■ **Task statement**
Only the lines from the start of the entries through the line with "position:absolute; width:35px; height:35px;" are wanted; please output them exactly.

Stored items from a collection
________________________

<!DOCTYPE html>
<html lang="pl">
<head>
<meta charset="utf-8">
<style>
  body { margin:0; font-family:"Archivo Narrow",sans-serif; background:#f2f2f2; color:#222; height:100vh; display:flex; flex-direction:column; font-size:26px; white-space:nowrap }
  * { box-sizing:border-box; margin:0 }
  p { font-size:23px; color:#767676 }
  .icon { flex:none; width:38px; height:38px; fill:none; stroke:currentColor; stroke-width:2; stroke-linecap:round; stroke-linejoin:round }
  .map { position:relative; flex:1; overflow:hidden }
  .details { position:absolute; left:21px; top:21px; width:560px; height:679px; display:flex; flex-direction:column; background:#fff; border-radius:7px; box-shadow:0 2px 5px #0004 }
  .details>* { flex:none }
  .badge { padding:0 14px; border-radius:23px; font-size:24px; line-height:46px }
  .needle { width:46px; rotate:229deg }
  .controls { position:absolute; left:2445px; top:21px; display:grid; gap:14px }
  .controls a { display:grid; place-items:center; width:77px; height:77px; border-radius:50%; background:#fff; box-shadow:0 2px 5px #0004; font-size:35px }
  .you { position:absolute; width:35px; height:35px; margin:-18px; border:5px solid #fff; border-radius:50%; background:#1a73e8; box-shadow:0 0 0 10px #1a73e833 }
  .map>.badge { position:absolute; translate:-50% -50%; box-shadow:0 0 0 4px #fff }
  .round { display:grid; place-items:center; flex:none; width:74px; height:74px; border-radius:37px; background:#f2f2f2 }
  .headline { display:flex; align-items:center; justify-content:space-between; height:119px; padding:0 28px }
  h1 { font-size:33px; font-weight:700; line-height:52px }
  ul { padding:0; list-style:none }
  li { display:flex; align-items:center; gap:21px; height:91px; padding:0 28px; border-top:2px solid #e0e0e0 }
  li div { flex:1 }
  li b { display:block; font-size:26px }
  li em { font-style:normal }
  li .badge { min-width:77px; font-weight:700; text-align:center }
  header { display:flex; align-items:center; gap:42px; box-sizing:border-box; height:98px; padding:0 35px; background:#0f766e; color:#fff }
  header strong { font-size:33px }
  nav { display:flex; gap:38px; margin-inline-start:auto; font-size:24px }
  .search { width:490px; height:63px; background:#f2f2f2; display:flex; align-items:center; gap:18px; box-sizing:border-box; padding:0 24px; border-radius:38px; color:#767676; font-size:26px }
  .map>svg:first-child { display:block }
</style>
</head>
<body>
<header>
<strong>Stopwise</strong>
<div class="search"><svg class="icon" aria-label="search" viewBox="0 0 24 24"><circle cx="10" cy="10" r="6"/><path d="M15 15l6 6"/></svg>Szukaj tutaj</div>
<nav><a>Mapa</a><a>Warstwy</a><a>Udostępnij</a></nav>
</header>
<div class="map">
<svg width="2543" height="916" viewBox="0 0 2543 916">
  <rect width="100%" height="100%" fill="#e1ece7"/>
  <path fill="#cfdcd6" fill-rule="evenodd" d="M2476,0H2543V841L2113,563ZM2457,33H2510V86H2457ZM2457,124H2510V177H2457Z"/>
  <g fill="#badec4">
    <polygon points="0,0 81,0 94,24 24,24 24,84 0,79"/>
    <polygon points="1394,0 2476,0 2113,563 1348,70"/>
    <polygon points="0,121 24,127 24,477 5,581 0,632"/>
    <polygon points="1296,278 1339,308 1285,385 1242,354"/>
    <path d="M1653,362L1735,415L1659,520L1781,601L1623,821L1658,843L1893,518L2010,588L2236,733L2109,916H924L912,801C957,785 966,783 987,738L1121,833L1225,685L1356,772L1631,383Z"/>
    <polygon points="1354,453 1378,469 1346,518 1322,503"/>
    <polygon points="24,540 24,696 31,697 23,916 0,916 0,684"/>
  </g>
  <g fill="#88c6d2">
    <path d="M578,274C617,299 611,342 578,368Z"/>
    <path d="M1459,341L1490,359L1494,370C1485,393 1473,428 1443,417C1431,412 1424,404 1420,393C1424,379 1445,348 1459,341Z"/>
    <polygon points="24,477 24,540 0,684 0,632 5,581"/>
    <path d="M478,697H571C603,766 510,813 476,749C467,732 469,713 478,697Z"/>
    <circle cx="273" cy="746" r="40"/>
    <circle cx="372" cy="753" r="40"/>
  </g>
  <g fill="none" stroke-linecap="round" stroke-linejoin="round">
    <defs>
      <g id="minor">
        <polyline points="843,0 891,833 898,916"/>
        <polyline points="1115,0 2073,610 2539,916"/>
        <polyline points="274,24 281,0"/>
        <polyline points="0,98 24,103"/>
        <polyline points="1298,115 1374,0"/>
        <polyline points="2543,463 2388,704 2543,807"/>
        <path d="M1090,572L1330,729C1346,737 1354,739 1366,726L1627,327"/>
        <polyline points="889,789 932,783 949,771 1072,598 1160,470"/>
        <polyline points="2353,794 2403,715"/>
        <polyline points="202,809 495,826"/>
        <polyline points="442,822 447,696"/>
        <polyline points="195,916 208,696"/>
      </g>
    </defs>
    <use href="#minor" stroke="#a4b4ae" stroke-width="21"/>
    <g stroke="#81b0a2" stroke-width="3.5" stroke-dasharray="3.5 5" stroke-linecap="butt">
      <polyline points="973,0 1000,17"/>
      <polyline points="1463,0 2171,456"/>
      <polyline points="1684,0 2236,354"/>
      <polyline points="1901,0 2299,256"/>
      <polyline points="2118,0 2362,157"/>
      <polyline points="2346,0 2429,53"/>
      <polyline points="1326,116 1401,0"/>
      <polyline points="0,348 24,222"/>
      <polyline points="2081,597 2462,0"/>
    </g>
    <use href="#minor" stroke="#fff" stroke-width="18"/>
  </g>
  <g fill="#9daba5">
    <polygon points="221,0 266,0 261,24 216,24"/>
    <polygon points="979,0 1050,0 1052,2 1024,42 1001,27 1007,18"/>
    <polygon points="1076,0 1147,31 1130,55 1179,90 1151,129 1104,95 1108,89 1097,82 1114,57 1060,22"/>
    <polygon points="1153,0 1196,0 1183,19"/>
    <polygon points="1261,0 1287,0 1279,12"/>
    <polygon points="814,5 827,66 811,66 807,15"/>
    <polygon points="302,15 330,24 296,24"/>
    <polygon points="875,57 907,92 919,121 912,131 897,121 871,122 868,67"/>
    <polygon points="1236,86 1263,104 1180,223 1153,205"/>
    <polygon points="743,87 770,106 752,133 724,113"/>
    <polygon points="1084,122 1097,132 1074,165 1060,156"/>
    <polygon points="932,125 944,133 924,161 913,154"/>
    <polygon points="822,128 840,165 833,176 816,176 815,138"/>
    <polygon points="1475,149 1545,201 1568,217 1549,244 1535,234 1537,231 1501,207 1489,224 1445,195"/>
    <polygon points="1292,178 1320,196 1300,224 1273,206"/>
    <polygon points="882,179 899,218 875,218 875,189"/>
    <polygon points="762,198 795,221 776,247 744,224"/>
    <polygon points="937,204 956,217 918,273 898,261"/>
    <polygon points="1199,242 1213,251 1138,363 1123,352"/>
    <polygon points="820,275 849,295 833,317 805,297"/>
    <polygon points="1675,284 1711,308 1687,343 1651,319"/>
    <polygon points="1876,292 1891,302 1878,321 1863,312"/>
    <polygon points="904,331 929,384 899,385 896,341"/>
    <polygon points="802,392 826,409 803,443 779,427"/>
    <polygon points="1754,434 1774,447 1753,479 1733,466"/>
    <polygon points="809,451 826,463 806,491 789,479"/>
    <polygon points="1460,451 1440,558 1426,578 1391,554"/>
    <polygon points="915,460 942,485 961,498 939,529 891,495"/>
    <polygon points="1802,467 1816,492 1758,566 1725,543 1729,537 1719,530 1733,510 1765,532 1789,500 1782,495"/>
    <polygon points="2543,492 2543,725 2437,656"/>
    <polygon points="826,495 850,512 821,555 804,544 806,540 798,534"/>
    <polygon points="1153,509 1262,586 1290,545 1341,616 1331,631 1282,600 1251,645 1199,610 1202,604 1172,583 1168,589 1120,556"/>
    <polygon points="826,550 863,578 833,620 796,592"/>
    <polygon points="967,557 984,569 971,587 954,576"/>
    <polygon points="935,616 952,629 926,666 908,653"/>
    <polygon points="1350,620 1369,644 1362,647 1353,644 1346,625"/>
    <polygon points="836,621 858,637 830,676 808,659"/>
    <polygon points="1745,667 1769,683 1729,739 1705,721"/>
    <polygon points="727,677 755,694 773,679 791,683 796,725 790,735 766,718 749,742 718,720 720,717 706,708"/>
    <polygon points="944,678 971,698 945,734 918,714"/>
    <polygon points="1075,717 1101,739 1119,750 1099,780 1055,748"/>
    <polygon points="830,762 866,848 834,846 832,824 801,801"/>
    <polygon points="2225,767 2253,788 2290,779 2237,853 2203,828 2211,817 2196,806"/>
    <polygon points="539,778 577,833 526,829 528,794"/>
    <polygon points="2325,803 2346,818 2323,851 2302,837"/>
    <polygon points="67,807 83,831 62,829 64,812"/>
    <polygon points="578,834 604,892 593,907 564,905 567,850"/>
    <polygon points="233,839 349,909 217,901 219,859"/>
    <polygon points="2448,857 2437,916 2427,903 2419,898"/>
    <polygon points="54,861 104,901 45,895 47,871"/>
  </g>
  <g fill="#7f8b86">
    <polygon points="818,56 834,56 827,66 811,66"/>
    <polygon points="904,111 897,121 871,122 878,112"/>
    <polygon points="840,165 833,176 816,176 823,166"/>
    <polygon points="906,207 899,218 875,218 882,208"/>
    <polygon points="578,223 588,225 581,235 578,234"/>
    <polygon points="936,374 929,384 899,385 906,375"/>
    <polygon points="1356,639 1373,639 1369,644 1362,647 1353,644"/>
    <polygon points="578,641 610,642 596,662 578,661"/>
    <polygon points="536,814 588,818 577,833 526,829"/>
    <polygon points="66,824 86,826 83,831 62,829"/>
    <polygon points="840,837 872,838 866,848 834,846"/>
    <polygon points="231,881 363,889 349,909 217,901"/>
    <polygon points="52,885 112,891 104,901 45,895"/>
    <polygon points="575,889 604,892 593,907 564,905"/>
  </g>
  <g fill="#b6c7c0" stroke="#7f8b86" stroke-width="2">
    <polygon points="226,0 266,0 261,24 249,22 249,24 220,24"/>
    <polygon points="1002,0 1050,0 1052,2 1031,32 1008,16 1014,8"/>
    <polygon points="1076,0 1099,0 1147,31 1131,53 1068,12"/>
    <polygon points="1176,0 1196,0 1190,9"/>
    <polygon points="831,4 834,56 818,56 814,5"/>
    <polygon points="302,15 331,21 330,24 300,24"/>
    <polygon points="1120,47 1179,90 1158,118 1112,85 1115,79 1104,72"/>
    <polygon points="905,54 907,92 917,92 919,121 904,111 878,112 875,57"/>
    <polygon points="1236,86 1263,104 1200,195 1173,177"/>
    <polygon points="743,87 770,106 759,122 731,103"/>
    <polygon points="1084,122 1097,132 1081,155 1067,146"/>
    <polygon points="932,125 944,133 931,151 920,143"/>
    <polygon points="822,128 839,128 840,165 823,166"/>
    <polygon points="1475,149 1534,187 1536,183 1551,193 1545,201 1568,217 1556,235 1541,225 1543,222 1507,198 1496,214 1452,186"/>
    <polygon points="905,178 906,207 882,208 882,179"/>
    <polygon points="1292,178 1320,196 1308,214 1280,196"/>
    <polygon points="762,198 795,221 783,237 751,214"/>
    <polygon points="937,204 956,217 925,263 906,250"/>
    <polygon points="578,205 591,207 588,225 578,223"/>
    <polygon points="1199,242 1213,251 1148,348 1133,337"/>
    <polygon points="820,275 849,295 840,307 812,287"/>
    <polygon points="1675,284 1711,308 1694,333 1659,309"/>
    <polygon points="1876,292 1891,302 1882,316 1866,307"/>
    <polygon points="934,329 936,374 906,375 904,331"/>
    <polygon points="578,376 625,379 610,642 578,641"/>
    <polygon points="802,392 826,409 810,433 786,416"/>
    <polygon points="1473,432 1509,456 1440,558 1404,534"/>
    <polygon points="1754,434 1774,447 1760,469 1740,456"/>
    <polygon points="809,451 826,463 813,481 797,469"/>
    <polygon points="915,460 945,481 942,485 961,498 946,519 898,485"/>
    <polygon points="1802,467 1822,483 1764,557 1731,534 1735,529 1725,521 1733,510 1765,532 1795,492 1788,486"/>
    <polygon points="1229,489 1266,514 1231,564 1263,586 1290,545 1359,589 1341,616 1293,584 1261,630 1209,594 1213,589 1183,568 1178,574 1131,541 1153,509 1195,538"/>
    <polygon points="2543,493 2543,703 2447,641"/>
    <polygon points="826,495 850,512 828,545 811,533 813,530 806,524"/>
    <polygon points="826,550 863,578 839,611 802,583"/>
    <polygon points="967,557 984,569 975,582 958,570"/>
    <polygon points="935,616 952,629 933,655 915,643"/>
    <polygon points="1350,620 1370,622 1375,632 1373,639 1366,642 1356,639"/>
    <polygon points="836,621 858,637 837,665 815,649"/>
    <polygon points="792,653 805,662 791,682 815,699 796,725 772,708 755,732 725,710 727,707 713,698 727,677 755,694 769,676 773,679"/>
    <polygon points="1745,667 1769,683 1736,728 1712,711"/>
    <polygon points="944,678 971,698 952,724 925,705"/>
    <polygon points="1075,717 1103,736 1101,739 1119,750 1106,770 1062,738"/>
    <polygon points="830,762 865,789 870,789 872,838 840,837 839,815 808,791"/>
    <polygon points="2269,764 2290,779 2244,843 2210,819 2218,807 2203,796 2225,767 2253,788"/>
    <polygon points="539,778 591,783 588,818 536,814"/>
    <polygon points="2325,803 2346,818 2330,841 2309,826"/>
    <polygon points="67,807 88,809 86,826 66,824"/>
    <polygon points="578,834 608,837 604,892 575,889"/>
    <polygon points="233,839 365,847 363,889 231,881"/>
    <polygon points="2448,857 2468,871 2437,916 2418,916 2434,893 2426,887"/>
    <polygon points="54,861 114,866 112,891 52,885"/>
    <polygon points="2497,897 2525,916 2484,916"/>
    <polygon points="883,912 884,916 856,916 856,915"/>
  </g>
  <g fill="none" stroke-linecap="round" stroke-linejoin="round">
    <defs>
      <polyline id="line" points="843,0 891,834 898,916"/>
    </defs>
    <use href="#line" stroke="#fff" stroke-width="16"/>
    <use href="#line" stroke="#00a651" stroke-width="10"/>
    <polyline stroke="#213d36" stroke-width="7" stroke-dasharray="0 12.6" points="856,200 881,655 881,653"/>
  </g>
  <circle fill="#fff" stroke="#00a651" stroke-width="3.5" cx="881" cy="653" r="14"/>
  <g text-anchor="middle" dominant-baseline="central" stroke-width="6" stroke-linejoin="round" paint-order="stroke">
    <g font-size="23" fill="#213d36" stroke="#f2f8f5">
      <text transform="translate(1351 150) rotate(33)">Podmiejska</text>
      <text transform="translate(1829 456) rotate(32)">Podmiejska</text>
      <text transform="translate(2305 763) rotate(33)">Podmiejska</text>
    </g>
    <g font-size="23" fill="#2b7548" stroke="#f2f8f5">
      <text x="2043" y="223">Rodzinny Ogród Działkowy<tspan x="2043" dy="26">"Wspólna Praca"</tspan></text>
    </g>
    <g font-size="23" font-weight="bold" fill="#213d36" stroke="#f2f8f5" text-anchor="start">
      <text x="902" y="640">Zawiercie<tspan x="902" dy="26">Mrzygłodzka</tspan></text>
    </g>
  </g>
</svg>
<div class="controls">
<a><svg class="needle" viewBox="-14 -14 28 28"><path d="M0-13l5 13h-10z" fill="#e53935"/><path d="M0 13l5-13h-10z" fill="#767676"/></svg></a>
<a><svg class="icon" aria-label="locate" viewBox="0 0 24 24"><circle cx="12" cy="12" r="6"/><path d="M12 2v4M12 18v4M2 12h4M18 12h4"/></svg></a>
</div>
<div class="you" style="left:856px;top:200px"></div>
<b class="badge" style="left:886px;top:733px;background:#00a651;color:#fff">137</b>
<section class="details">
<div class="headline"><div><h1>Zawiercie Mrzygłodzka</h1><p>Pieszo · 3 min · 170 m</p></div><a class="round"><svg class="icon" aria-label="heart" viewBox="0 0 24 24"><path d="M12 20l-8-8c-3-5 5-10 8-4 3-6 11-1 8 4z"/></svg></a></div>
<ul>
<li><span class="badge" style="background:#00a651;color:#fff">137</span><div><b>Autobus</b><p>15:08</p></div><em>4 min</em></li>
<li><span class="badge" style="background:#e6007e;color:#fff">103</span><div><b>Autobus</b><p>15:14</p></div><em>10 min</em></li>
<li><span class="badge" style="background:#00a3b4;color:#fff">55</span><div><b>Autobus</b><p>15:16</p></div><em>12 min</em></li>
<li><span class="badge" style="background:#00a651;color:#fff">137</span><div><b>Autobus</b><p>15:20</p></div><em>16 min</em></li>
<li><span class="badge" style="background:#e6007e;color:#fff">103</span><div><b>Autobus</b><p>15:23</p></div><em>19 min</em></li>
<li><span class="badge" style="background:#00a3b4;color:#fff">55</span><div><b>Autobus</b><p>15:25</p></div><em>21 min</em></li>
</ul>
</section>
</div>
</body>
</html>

________________________

■ **Solution to this problem**
<!DOCTYPE html>
<html lang="pl">
<head>
<meta charset="utf-8">
<style>
  body { margin:0; font-family:"Archivo Narrow",sans-serif; background:#f2f2f2; color:#222; height:100vh; display:flex; flex-direction:column; font-size:26px; white-space:nowrap }
  * { box-sizing:border-box; margin:0 }
  p { font-size:23px; color:#767676 }
  .icon { flex:none; width:38px; height:38px; fill:none; stroke:currentColor; stroke-width:2; stroke-linecap:round; stroke-linejoin:round }
  .map { position:relative; flex:1; overflow:hidden }
  .details { position:absolute; left:21px; top:21px; width:560px; height:679px; display:flex; flex-direction:column; background:#fff; border-radius:7px; box-shadow:0 2px 5px #0004 }
  .details>* { flex:none }
  .badge { padding:0 14px; border-radius:23px; font-size:24px; line-height:46px }
  .needle { width:46px; rotate:229deg }
  .controls { position:absolute; left:2445px; top:21px; display:grid; gap:14px }
  .controls a { display:grid; place-items:center; width:77px; height:77px; border-radius:50%; background:#fff; box-shadow:0 2px 5px #0004; font-size:35px }
  .you { position:absolute; width:35px; height:35px; margin:-18px; border:5px solid #fff; border-radius:50%; background:#1a73e8; box-shadow:0 0 0 10px #1a73e833 }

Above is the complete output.